### Work request
Each record beneath this line should be returned exactly as it is.

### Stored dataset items
──────────────────────────────

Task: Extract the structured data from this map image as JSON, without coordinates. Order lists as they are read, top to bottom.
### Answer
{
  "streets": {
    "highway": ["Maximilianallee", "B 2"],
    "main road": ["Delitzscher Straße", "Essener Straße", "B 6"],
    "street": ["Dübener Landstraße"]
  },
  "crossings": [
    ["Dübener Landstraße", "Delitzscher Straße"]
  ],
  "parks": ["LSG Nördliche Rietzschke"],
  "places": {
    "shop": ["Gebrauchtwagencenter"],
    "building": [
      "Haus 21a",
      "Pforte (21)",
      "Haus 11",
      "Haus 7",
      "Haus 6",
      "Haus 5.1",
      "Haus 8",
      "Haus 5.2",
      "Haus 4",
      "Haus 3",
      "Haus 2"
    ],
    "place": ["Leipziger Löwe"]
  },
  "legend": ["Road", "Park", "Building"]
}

──────────────────────────────

### Answer box
Task: Extract the structured data from this map image as JSON, without coordinates. Order lists as they are read, top to bottom.
### Answer
{
  "streets": {
    "highway": ["Maximilianallee", "B 2"],
    "main road": ["Delitzscher Straße", "Essener Straße", "B 6"],
    "street": ["Dübener Landstraße"]
  },
  "crossings": [
    ["Dübener Landstraße", "Delitzscher Straße"]
  ],
  "parks": ["LSG Nördliche Rietzschke"],
  "places": {
    "shop": ["Gebrauchtwagencenter"],
    "building": [
      "Haus 21a",
      "Pforte (21)",
      "Haus 11",
      "Haus 7",
      "Haus 6",
      "Haus 5.1",
      "Haus 8",
      "Haus 5.2",
      "Haus 4",
      "Haus 3",
      "Haus 2"
    ],
    "place": ["Leipziger Löwe"]
  },
  "legend": ["Road", "Park", "Building"]
}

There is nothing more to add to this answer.